D’autres précautions ont été prises pour protéger ce trésor. Une fois sciés, les morceaux de virure seront fixés sur des supports rigides à l’aide de bandes velcros. Ces supports découpés dans du PVC expansé ont été réalisés sur mesure pour chacune des pièces, dont ils reproduisent fidèlement la forme grâce au modèle 3D de l’épave réalisé lors de la fouille de 2013. Chaque élément ainsi protégé sera ensuite posé sur une sorte de brancard, une échelle en aluminium maintenue horizontalement, qui sera placé en travers sur le bateau pneumatique et ramené sur la terre ferme. À la fin de chaque journée, les pièces sorties de l’eau seront transportées au dépôt archéologique du musée situé à Žminj, à 70 km à l’intérieur des terres. C’est là que se dérouleront, en parallèle des travaux sous-marins, les phases de nettoyage et de documentation de l’épave. 

© Philippe Soubias / CNRS CCJ
Les plongeurs nettoient une virure.
© Philippe Soubias / CNRS CCJ
Les plongeurs nettoient une virure.

9 heures et demie. Après ce long briefing, le programme du jour est établi. Le gros de l’équipe rejoint le débarcadère où se trouve la base de travail. Chacun dispose d’une bouteille d’air comprimé et connaît sa tâche pour la journée, l’heure à laquelle il devra s’immerger ou rester à la surface pour assurer la sécurité des plongeurs. Le premier groupe de quatre archéologues--plongeurs se prépare pour l’immersion… La journée va être longue !

#3 – 6 juillet – Tous au dépôt !

Pas de briefing ce matin. Le gros de l’équipe rejoint directement le débarcadère de Zambratija. Nous sommes tendus car le mauvais temps est annoncé. De plus, deux équipes de tournage nous accompagnent aujourd’hui, ce qui risque de perturber notre programme. Pourrons-nous maintenir le rythme, sachant que la mission doit se conclure impérativement le 15 juillet et que beaucoup reste encore à faire ? Plusieurs virures ont déjà été extraites de l’eau, la chaîne opératoire semble fonctionner parfaitement, mais ce n’est pas le moment de mollir !

© Philippe Soubias / CNRS CCJ
Les virures sont placées sur un support rigide afin de les protéger durant la phase de transport.
© Philippe Soubias / CNRS CCJ
Les virures sont placées sur un support rigide afin de les protéger durant la phase de transport.

13 heures.
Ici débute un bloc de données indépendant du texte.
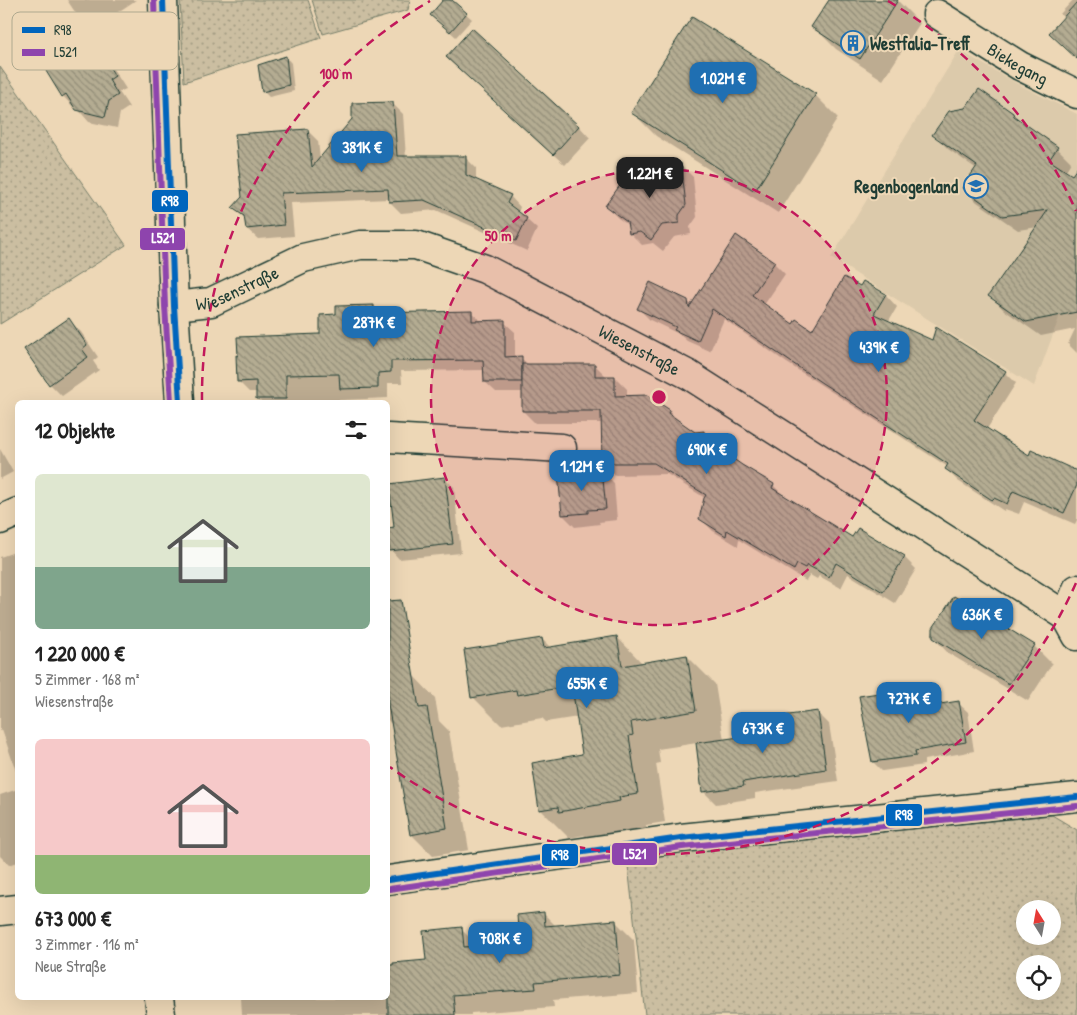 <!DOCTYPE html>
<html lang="de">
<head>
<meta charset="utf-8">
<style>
  :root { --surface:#fff; --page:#f6f6f6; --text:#222; --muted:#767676; --accent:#1f6fb2 }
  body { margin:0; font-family:"Patrick Hand",sans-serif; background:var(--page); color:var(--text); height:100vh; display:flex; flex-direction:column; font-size:19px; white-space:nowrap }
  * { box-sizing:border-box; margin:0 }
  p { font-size:16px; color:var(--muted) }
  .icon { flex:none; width:28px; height:28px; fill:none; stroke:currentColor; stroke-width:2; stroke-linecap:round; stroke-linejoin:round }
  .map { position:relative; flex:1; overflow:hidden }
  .sheet { position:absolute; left:15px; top:400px; width:375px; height:600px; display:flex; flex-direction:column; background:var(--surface); border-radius:8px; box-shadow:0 5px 20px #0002 }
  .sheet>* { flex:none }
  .needle { width:32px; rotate:349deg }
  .controls { position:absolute; left:1016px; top:900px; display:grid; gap:10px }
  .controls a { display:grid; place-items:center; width:45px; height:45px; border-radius:50%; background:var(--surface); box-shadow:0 5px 20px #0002; font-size:25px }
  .price { position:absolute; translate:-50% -42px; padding:0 11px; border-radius:10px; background:var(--accent); color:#fff; font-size:16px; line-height:32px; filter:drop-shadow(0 1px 2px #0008) }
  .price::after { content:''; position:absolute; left:50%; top:30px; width:15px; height:11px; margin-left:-8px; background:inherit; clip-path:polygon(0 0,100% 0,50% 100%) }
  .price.active { background:#222; color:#fff }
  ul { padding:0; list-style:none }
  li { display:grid; align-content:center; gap:10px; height:265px; padding:0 20px }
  li span { display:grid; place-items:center; height:155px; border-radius:8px; color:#555 }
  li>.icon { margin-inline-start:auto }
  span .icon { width:90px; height:90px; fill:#fffc; stroke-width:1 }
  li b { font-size:21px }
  h2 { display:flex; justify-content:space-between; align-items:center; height:60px; padding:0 20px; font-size:21px }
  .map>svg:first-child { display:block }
</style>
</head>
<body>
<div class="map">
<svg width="1077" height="1015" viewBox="0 0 1077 1015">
  <defs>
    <pattern id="grass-dots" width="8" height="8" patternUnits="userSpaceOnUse" patternTransform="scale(1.25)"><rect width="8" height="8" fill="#cbbea1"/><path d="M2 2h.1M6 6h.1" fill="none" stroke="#a49c84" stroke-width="1.8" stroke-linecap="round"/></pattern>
    <pattern id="building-back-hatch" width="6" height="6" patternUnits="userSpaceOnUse" patternTransform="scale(1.25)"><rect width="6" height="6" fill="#b4ac92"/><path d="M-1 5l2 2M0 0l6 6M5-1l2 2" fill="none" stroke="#928d78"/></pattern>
  </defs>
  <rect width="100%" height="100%" fill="#edd7b6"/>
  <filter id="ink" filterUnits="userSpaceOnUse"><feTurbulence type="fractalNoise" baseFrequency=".02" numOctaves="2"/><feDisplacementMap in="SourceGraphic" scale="10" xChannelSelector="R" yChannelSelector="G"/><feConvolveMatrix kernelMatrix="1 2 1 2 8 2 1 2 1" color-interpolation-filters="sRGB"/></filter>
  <g filter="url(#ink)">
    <path fill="#dccaab" d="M959,50L1018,84L1077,114V269L1034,386L831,258Z"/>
    <g fill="url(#grass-dots)" stroke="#757e6a" fill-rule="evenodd">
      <path d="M180,0H308L321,38L184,82Z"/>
      <path d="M312,0H410L408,10L323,34Z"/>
      <path d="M0,67L126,245L0,324Z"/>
      <path d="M1052,815L1077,830V1015H645L627,857ZM1025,909H1052V936H1025ZM1025,964H1052V991H1025Z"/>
    </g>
    <g fill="#0003">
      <path d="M67,0H136L91,30L79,18Z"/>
      <path d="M445,0H450L472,19L456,37L438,21Z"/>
      <path d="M830,0H897L920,23L883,80L836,49L813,26Z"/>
      <path d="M1073,0H1077V58L1064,18L1060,14Z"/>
      <path d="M91,41L103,53L126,89L119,92L129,107L120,113L117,128L89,122L76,107L74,108L63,96Z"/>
      <path d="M286,57L291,63L294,91L269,97L263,91Z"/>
      <path d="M459,69L579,126L590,138L565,165Z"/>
      <path d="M815,95L838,118L778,213L656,136L633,113Z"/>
      <path d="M392,103L403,114L406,158H466L476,168V181L510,196L520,207L518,213L526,219L537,229L527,251L436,210L401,213L390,202V199L291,203L294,236L258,239L247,229L246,219L233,208L307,130L318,141L320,159Z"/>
      <path d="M1013,114L1023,124L1057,148L1071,162L1065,172L1077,180V353L1068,344L1075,329L1041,336L1004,310L990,296L1038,227L1018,230L977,202L963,188L977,169L948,149L934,134Z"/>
      <path d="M681,165L693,177L697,217L690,227L691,234L674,237L663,251L653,243L642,245L630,233L628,225L618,218L606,206L630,182Z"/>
      <path d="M774,263L785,274L764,305L794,325L813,331L860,288L864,282L886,295L897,307L888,322L1005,372L1016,383L987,429L1030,456L1077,472V520L1075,524L1024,502L1019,514L1005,509L1004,511L958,481L946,469L948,467L787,363L724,319L710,351L687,341L679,334L650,320L639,309L687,301L692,305Z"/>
      <path d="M373,306L382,314L471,312L482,322H504L515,332V358H521L529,365H595L607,377H615L627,389V397L646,396L669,411L681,423L695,434L703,432L715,444L716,448L742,466L773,485L785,497L852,538L904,557L916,569L895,603L848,574L841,588L819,576L817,579L810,575L806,581L739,540L738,546L713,531L701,519L705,498L667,474L615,475L603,463V423H535L523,411V392H496L485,382V370L401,371L402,383H388V398L318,401V402H261L258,399L257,392H249L238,381L322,335L337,315Z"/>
      <path d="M69,320L81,332L98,357L93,361L99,370L62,396L50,384Z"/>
      <path d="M0,449L13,472L0,479Z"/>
      <path d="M602,471L614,483L617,520L599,522L600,524L575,527L563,515Z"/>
      <path d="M445,479L454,487L461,553L399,559L391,550L395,528Z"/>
      <path d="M18,551V777L2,730L0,731V557Z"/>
      <path d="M954,597L1034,646L1052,664L1028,701L948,653L931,635Z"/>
      <path d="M617,637L643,664L687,656L715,684L724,740L777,733L817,712L829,724L838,781L755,793V798L716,804L704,792L697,743L658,749L660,763L656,764L665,822L646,825L647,829L588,839L584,835L569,838L541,810L584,755L578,717L546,722L542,718L501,725L473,697L542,639L551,648Z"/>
      <path d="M388,663L393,668L413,675L435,698L439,721L449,731L469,850L433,856L411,834L392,725L388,720Z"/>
      <path d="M925,687L934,696L935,706L958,703L968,712L974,751L924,760V765L882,771L873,762Z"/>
      <path d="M18,789V862L9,865L0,856V795Z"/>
      <path d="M544,914L556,926L615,921L634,940L638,993L553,1000L554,1007L471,1013V1015H242L241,998H388V954L389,965L427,962L461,929L479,947L521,943Z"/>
    </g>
    <g fill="url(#building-back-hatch)" stroke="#1f3d34">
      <path d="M443,0H452L467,13L450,32L430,15Z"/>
      <path d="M829,0H898L860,59L811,27Z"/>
      <path d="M1077,2V59L1049,33Z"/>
      <path d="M692,17L816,94L755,191L631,113L638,101L685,27Z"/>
      <path d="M472,28L579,126L553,155L446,57Z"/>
      <path d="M92,39L115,76L109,80L118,95L109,101L105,117L76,110L66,94L62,97L46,71L65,59L64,56Z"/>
      <path d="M286,56L289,85L262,92L258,65Z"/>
      <path d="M979,89L1013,113L1014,116L1058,147L1049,160L1072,175L1077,168V312L1026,322L988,296L1048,210L1002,216L962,188L977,166L932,135L949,111L965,108Z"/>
      <path d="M393,102L397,156H466V175L511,195L507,203L527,218L516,241L424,200L389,202L388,189L281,193L284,225L246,229L244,216L232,208L242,197L235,134L308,129L312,167L352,119V103Z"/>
      <path d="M681,163L686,205L679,215V223L662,225L651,240L640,232L629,234L627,222L605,206L623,181H629L637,170Z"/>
      <path d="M736,235L775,262L752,295L793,324L796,319L812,330L844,277L860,286L863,281L886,294L874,314L932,340L936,327L1006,371L974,420L1029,455L1031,450L1077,471V485L1064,513L1013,491L1007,504L994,498L992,500L945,469L948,464L822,383L712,309L698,341L674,330L676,327L637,309L650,282L688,300L689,308Z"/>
      <path d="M374,305V313L472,311V321L505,320V357L522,356V382H484L483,360L391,361V372L378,373V388L340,389L339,374L286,375V399H256V381L237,382L236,355L238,356L237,337L320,334V315L336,314V306Z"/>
      <path d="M69,318L87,345L82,349L88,357L49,385L24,349Z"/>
      <path d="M522,364H595V376H615V396L647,395L670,410L668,413L695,432L704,431L705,439L742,465L774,484L772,488L852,537L858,528L905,556L883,592L836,563L829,577L807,565L805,568L797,564L794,570L727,530L726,536L699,519L704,498L706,495L654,463H602L601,411H522Z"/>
      <path d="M602,470L606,509L588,510V513L562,515L558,474Z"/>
      <path d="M445,477L453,544L389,551L388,528L394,527L389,484Z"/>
      <path d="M954,596L1035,645L1009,684L933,638V628Z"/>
      <path d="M401,600L419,708L427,707L447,828L410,835L388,704V601Z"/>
      <path d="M617,636L622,666L687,655L696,711L631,722L633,735L629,736L638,794L619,797L620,801L559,812L558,807L539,810L532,763L582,754L572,686L517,695L516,690L471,698L464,650L542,638L544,648Z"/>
      <path d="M925,686L928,706L959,701L966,742L915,751L916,756L872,762L859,696Z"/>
      <path d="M818,711L826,769L743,782L744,786L702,792L696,743L776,732L774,717Z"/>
      <path d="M544,912L545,926L616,920L620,975L535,982L536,989L453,995L455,1015H388V965H393V963L426,960L423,931L462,927L464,947L519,942L517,915Z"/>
    </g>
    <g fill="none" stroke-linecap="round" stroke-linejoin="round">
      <defs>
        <g id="minor">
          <path d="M163,0L174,306L180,402"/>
          <path id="s1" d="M937,14L1020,66L1077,94"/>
          <path id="s2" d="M174,306L211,302L303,258L360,245H416L485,269L689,375L1066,616"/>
          <path d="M388,438L562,448"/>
          <path d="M0,520L18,512"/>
          <path d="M1077,589L1066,616L1077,636"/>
          <path d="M388,880L681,838L1077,797"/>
          <path d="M0,911L18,909"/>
          <path d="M159,998L161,1015"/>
        </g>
      </defs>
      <use href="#minor" stroke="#1f3d34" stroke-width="31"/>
      <use href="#minor" stroke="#edd7b6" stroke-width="28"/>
      <defs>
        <g id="bus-1">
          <path d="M163,0L174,306L180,402"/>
          <path d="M388,880L681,838L1077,797"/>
        </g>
        <g id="bus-2">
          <path d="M154,0L165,306L171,402"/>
          <path d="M389,889L682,847L1077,806"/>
        </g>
      </defs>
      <use href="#bus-1" stroke="#edd7b6" stroke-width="10"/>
      <use href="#bus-2" stroke="#edd7b6" stroke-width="10"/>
      <use href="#bus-1" stroke="#0065bd" stroke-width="6"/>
      <use href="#bus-2" stroke="#8e44ad" stroke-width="6"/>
    </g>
  </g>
  <circle cx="659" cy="397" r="228" fill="#c2185b" fill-opacity=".12"/>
  <g fill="none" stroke="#c2185b" stroke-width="2.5" stroke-dasharray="9 6">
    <circle cx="659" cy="397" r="228"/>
    <path d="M1076 583A457 457 0 0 1 390 767M202 401A457 457 0 0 1 430 1M888 1A457 457 0 0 1 1076 211"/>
  </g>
  <defs>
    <symbol id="building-ring" viewBox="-11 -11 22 22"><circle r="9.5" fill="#edd7b6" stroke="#1f6fb2" stroke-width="1.5"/><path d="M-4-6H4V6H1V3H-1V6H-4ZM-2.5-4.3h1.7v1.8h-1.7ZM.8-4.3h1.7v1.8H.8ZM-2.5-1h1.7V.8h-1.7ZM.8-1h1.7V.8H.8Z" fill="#1f6fb2"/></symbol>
    <symbol id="school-ring" viewBox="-11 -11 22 22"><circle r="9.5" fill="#edd7b6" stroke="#1f6fb2" stroke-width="1.5"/><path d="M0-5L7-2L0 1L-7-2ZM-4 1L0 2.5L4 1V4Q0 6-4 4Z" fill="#1f6fb2"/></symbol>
  </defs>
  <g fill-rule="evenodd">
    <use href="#building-ring" x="839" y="29" width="28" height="28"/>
    <use href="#school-ring" x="962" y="172" width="28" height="28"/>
  </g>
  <g text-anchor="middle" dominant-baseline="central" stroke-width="4" stroke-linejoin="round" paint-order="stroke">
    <g font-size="18" font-weight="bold" fill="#1f3d34" stroke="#edd7b6" text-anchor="start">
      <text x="870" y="43">Westfalia-Treff</text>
      <text x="958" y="186" text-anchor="end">Regenbogenland</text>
    </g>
    <g font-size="18" fill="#1f3d34" stroke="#edd7b6">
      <text stroke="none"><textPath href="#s1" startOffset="95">Biekegang</textPath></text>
      <text stroke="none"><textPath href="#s2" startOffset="66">Wiesenstraße</textPath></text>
      <text stroke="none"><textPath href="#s2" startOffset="501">Wiesenstraße</textPath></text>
    </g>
  </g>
  <rect x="12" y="12" width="166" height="58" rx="8" fill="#edd7b6" stroke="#afa98f" stroke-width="1"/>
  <rect x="22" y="27" width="23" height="6" fill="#0065bd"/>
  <rect x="22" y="49" width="23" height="7" fill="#8e44ad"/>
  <g font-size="14" fill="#1f3d34">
    <text x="54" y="35">R98</text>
    <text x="54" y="57">L521</text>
  </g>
  <circle cx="659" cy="397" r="8" fill="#c2185b" stroke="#edd7b6" stroke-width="2.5"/>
  <g font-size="15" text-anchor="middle" font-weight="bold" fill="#c2185b" stroke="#edd7b6" stroke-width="4" stroke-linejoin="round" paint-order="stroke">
    <text x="336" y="79">100 m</text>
    <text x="498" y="241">50 m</text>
  </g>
  <g stroke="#edd7b6" stroke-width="2">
    <rect x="151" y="189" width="38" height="24" rx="5" fill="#0065bd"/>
    <rect x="139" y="227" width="47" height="24" rx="5" fill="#8e44ad"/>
    <rect x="885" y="803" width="38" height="24" rx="5" fill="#0065bd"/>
    <rect x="611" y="842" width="47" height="24" rx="5" fill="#8e44ad"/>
    <rect x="541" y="843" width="38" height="24" rx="5" fill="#0065bd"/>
  </g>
  <g font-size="14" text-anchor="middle" font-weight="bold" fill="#fff">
    <text x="170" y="206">R98</text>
    <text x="163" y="243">L521</text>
    <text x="904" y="820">R98</text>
    <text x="635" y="859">L521</text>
    <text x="560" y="860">R98</text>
  </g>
</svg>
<div class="controls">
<a><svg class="needle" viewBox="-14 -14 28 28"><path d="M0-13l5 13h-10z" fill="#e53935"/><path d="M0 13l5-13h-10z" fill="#767676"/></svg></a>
<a><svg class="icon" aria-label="locate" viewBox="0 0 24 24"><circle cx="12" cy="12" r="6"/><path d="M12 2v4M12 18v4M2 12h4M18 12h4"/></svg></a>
</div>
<b class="price" style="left:723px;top:104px">1.02M €</b>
<b class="price" style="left:362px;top:173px">381K €</b>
<b class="price active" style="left:650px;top:199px">1.22M €</b>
<b class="price" style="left:374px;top:348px">287K €</b>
<b class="price" style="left:879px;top:373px">439K €</b>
<b class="price" style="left:707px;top:475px">690K €</b>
<b class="price" style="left:582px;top:492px">1.12M €</b>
<b class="price" style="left:982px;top:640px">636K €</b>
<b class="price" style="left:587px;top:709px">655K €</b>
<b class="price" style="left:909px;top:724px">727K €</b>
<b class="price" style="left:763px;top:754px">673K €</b>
<b class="price" style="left:500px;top:964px">708K €</b>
<section class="sheet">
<h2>12 Objekte<svg class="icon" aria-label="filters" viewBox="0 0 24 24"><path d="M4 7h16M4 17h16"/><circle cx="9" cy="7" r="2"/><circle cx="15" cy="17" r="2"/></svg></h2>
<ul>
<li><span style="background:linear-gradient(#dfe7d0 60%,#7fa58c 0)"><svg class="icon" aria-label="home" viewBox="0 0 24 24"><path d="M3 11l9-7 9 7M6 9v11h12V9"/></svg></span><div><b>1 220 000 €</b><p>5 Zimmer · 168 m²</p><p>Wiesenstraße</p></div></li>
<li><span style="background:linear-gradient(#f6c9c9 75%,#8fb573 0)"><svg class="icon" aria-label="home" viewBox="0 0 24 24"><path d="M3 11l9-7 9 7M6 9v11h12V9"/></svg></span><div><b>673 000 €</b><p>3 Zimmer · 116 m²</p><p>Neue Straße</p></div></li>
</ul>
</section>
</div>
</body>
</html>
Le vent s’est levé soudainement et les conditions météo ne permettent plus de travailler sereinement sous l’eau. Changement de programme : tout le monde va venir prêter main forte au dépôt de Žminj. Les archéologues-plongeurs ont juste le temps de sécuriser les bois de l’épave et de remonter à la surface les sections déjà emballées. Avec la pluie qui tombe dru, nul besoin de rincer les combinaisons ! Tout le monde se met en route. Au dépôt du musée archéologique, on s’active tout l’après-midi, depuis la table de nettoyage jusqu’au studio photo installé spécialement pour notre mission. Chaque pièce qui arrive doit suivre le même protocole : elle est d’abord débarrassée du sable collé à sa surface à l’aide de jets d’eau et de pinceaux souples, sur une face puis l’autre. Elle est passée au scanner afin de reconstituer sa géométrie puis est envoyée au studio photo où mes collègues photographes réalisent des clichés en macro du bois, afin d’en débusquer les moindres détails. Le bois mouillé est très sombre, et des spots puissants sont nécessaires pour éclairer ces vestiges.

Je suis très satisfaite, car j’ai déjà pu observer un certain nombre de caractéristiques inédites. Des tiges en bois ont été utilisées pour maintenir en place le matériau d’étanchéité situé entre les joints des planches. J’ai aussi remarqué des végétaux collés sur les faces extérieures. L’environnement dans lequel le bateau a été abandonné, il y a près de 3 000 ans, devait être calme et bien abrité, bien différent de la plage que nous voyons aujourd’hui.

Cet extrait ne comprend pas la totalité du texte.